Work task:
When you transcribe the listing that follows, keep every line exact and omit the pictures.
=== Section Start ===
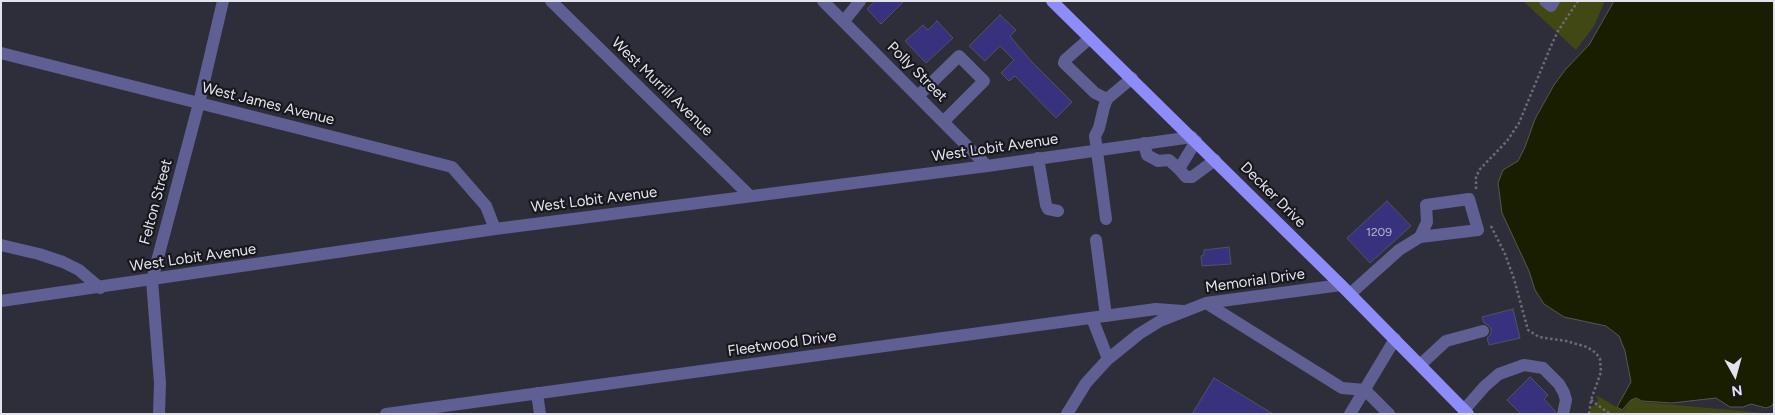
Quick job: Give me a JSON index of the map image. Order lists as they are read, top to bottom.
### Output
{
  "streets": {
    "main road": ["Decker Drive"],
    "street": [
      "Polly Street",
      "West Murrill Avenue",
      "West James Avenue",
      "West Lobit Avenue",
      "Felton Street",
      "Memorial Drive",
      "Fleetwood Drive"
    ]
  },
  "crossings": [
    ["Polly Street", "West Lobit Avenue"],
    ["West Murrill Avenue", "West Lobit Avenue"],
    ["West James Avenue", "West Lobit Avenue"],
    ["West James Avenue", "Felton Street"],
    ["West Lobit Avenue", "Decker Drive"],
    ["West Lobit Avenue", "Felton Street"],
    ["Decker Drive", "Memorial Drive"],
    ["Memorial Drive", "Fleetwood Drive"]
  ],
  "house_numbers": ["1209"],
  "north": "bottom"
}
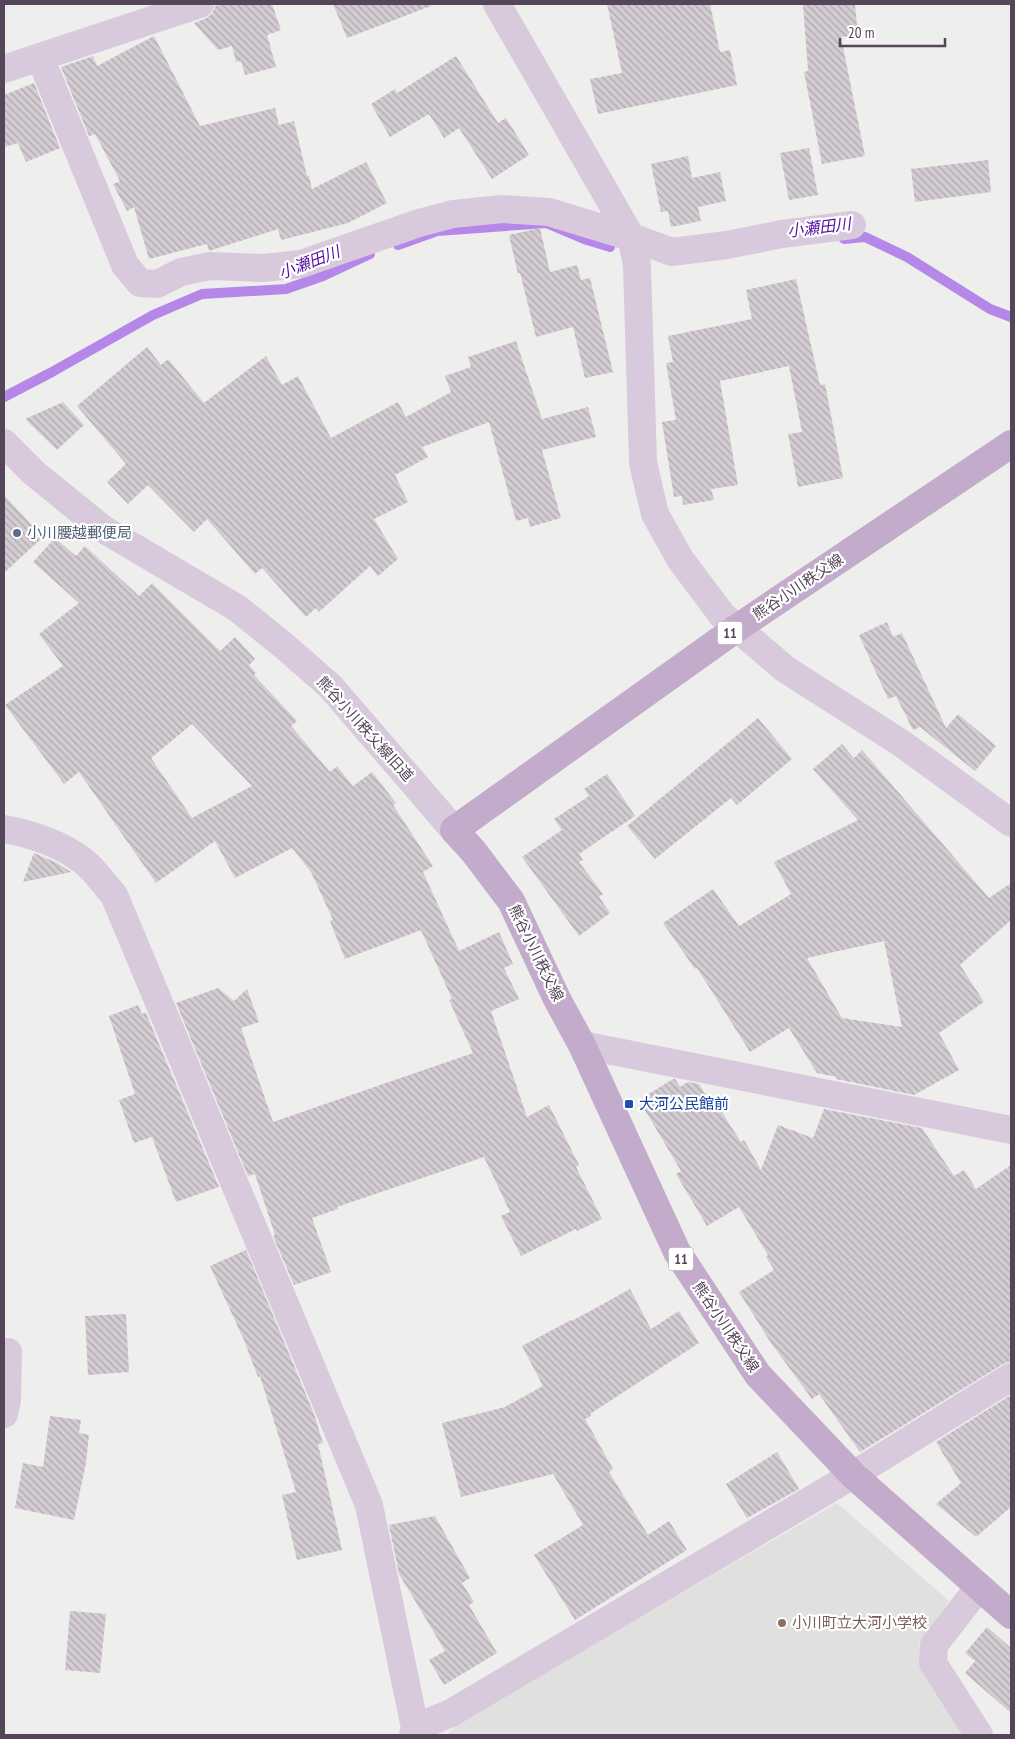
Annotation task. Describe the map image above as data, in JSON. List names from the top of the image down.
{
  "streets": {
    "main road": ["熊谷小川秩父線", "11"],
    "street": ["熊谷小川秩父線旧道"]
  },
  "crossings": [
    ["熊谷小川秩父線", "熊谷小川秩父線旧道"]
  ],
  "water": ["小瀬田川"],
  "places": {
    "other": ["小川腰越郵便局", "小川町立大河小学校"],
    "transit": ["大河公民館前"]
  },
  "scale_bar": "20 m"
}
=== Section End ===
Problem solution:
Quick job: Give me a JSON index of the map image. Order lists as they are read, top to bottom.
### Output
{
  "streets": {
    "main road": ["Decker Drive"],
    "street": [
      "Polly Street",
      "West Murrill Avenue",
      "West James Avenue",
      "West Lobit Avenue",
      "Felton Street",
      "Memorial Drive",
      "Fleetwood Drive"
    ]
  },
  "crossings": [
    ["Polly Street", "West Lobit Avenue"],
    ["West Murrill Avenue", "West Lobit Avenue"],
    ["West James Avenue", "West Lobit Avenue"],
    ["West James Avenue", "Felton Street"],
    ["West Lobit Avenue", "Decker Drive"],
    ["West Lobit Avenue", "Felton Street"],
    ["Decker Drive", "Memorial Drive"],
    ["Memorial Drive", "Fleetwood Drive"]
  ],
  "house_numbers": ["1209"],
  "north": "bottom"
}
Annotation task. Describe the map image above as data, in JSON. List names from the top of the image down.
{
  "streets": {
    "main road": ["熊谷小川秩父線", "11"],
    "street": ["熊谷小川秩父線旧道"]
  },
  "crossings": [
    ["熊谷小川秩父線", "熊谷小川秩父線旧道"]
  ],
  "water": ["小瀬田川"],
  "places": {
    "other": ["小川腰越郵便局", "小川町立大河小学校"],
    "transit": ["大河公民館前"]
  },
  "scale_bar": "20 m"
}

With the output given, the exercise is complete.